• _Recorded information_
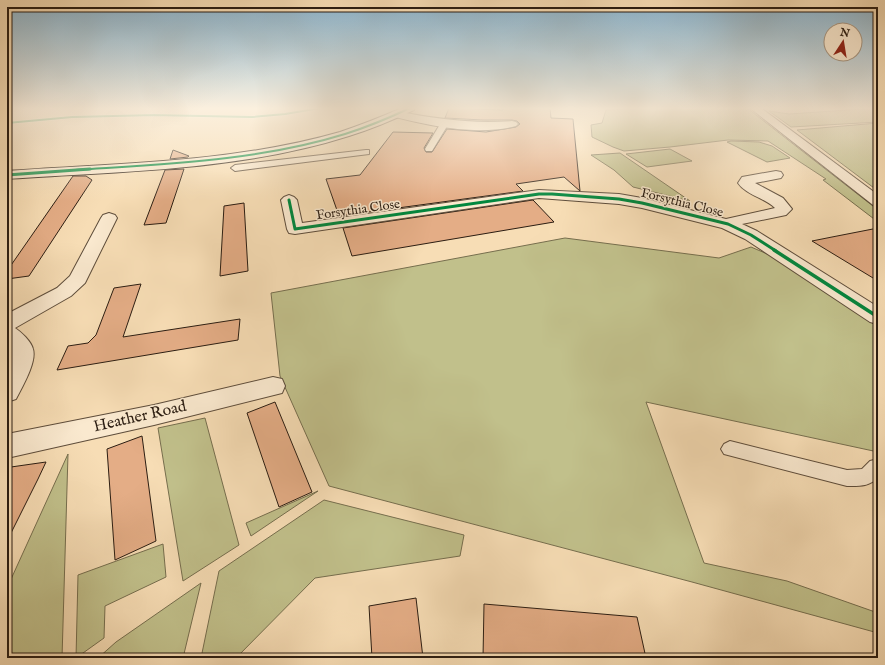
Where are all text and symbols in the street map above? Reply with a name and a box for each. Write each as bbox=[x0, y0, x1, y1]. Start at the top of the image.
north arrow bbox=[823, 22, 863, 62]
text: N bbox=[838, 25, 851, 41]
street label: Forsythia Close bbox=[639, 185, 725, 221]
street label: Forsythia Close bbox=[315, 196, 401, 224]
street label: Heather Road bbox=[92, 397, 189, 437]

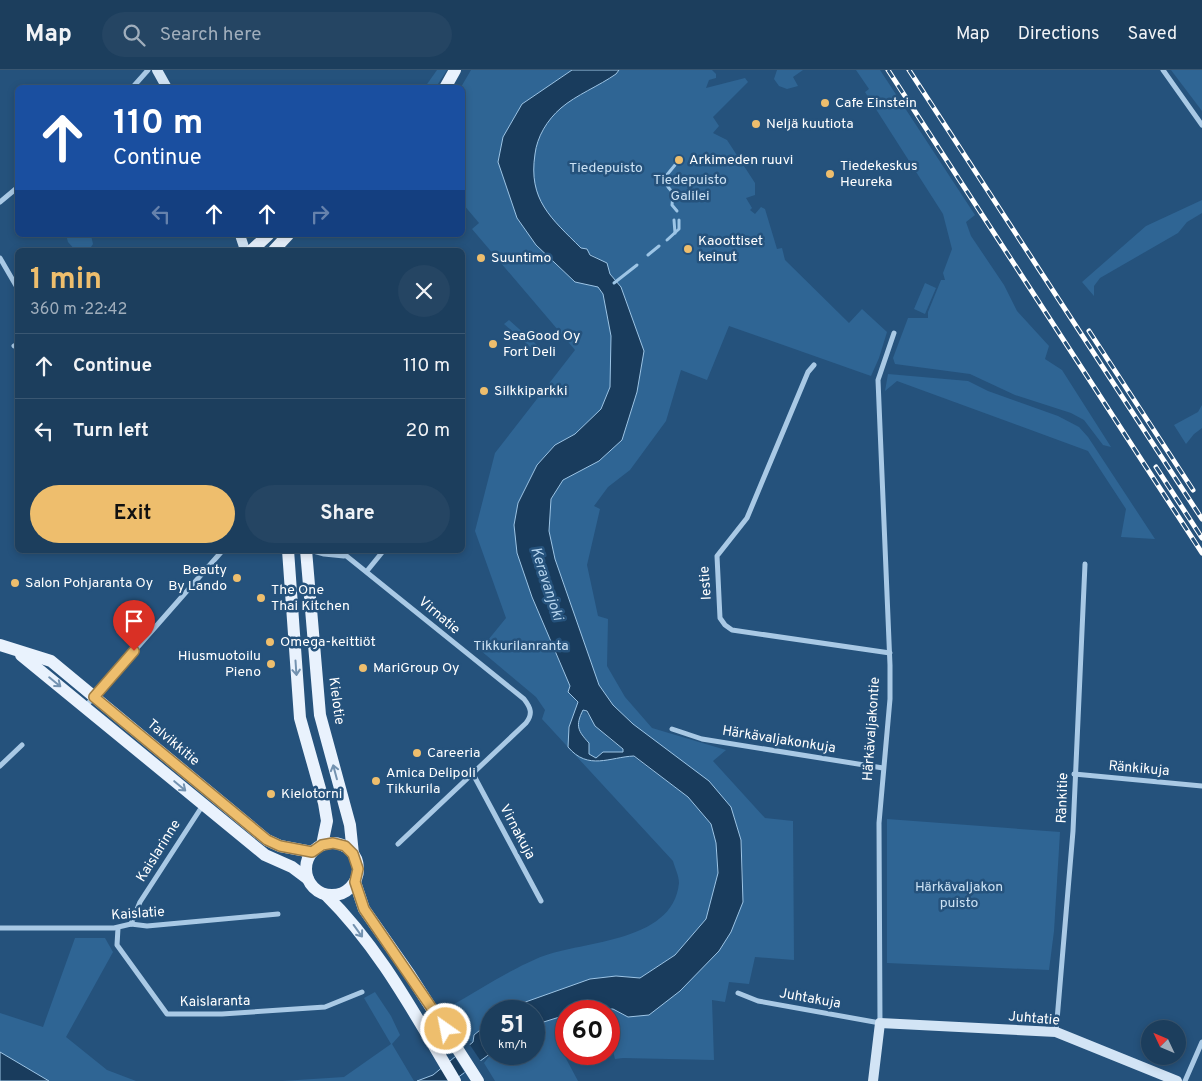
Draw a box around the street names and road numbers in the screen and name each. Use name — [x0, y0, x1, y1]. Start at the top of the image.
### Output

• _What to produce_
For each record above, write out every line exactly and skip the pictures.

• _Task response_
Where are all text and symbols in the street map above? Reply with a name and a box for each. Write each as bbox=[x0, y0, x1, y1]. Start at the top of the image.
north arrow bbox=[823, 22, 863, 62]
text: N bbox=[838, 25, 851, 41]
street label: Forsythia Close bbox=[639, 185, 725, 221]
street label: Forsythia Close bbox=[315, 196, 401, 224]
street label: Heather Road bbox=[92, 397, 189, 437]

Draw a box around the street names and road numbers in the screen and name each. Use name — [x0, y0, x1, y1]. Start at the top of the image.
### Output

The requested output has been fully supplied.